NVIDIA / egl-wayland

The EGLStream-based Wayland external platform
MIT License
275 stars 43 forks source link

egl needs an early out to prevent waking the dGPU unnecessarily #89

Open flukejones opened 9 months ago

flukejones commented 9 months ago

On the last two/three years of hybrid laptops, notably Nvidia RTX20xx++ onwards these machines tend to have a better/deeper suspend function which puts the dgpu in to a very low power state when unused.

Combined with glvnd, this introduces a lag or 1-2 seconds while the dgpu wakes in response to queries. Even if it remains unused and the iGPU is used instead. For example opening Nautilus file manager is delayed 1-2s while the dGPU wakes. For a lot of apps that use glvnd this ends up being a bad UX.

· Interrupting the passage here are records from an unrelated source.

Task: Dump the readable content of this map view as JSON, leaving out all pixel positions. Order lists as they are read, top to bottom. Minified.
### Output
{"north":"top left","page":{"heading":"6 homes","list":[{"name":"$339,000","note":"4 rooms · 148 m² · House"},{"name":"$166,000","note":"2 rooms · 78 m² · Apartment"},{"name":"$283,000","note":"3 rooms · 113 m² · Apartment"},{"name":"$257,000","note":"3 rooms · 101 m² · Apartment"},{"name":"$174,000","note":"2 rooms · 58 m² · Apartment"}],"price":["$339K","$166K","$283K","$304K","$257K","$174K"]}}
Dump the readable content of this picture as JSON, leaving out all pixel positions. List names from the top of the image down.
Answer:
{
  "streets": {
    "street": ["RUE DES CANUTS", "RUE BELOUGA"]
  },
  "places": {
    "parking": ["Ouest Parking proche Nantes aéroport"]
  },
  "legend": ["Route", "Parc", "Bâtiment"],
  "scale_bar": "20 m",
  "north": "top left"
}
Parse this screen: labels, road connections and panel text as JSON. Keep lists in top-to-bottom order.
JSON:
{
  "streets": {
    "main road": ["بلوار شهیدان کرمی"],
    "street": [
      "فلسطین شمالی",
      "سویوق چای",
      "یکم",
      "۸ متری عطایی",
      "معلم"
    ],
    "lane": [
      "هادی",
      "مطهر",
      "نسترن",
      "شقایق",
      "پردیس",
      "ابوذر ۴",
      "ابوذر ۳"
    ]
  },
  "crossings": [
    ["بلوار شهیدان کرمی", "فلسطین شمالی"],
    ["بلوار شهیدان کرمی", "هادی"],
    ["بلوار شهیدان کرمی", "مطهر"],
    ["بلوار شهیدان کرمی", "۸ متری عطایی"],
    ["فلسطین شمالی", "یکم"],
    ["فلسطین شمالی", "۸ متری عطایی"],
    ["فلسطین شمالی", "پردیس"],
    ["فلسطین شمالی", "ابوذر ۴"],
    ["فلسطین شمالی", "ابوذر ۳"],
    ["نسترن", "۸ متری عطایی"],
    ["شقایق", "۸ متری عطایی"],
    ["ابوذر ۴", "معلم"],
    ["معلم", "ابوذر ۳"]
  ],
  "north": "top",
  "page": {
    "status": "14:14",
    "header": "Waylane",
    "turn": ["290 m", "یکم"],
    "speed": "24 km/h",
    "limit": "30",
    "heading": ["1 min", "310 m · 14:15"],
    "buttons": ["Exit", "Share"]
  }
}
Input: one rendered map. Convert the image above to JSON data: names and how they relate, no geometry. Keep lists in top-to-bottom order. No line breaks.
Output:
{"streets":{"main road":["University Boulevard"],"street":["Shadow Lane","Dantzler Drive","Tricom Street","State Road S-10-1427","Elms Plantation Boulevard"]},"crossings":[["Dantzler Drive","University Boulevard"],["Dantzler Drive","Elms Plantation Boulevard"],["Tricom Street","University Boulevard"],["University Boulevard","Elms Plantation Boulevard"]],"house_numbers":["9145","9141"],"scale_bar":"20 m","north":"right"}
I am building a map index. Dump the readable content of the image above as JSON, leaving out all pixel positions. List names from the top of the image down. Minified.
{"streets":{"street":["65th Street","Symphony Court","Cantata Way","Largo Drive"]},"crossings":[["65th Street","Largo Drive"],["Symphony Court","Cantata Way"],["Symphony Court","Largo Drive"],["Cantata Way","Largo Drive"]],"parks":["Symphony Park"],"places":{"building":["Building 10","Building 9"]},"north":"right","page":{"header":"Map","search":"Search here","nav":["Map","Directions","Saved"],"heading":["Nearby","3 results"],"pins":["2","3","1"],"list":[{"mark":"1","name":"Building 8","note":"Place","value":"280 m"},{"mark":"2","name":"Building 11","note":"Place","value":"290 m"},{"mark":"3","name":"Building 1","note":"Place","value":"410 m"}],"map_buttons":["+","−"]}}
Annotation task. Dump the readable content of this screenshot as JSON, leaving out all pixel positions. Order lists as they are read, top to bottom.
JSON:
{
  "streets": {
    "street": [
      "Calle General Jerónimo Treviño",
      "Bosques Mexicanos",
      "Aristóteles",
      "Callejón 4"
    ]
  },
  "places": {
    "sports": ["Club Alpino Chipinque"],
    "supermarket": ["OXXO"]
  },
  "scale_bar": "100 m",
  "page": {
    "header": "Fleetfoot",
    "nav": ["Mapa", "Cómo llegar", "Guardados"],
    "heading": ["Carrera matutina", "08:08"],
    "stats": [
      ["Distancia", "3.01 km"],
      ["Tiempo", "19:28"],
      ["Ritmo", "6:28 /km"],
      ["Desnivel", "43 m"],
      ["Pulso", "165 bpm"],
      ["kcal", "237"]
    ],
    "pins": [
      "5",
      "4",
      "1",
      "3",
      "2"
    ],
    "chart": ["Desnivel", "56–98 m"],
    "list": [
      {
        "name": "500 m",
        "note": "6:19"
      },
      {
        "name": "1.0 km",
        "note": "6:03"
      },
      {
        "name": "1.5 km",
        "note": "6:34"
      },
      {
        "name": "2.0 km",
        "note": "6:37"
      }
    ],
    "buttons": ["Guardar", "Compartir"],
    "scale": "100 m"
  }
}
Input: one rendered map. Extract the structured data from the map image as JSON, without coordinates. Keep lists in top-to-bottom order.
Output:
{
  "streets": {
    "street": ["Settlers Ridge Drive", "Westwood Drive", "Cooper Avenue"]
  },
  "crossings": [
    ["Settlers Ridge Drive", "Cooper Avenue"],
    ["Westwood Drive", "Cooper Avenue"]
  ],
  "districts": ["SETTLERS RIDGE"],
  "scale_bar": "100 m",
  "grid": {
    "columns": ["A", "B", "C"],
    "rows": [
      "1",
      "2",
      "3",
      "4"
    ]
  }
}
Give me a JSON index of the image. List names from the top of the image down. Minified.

A lot of folks are working around this with __EGL_VENDOR_LIBRARY_FILENAMES=/usr/share/glvnd/egl_vendor.d/50_mesa.json.

I reported this here some time ago

CosmicFusion commented 8 months ago

yeah, it hurts battery life too

having the gpu wakeup and blast it's fans every time an app is open

erik-kz commented 8 months ago

This should be fixed by https://github.com/NVIDIA/egl-wayland/commit/ba6c38ad74cf0ef6ec4d7934f68c17a7a2d460ca

flukejones commented 8 months ago

This should be fixed by ba6c38a

Seems a bit hit and miss, but this is likely to be due to how some apps (like Firefox, Vscode, Geary, Evolution) maybe handle GPU stuff. These apps will still wake the GPU, but other apps like Nautilus no-longer do this.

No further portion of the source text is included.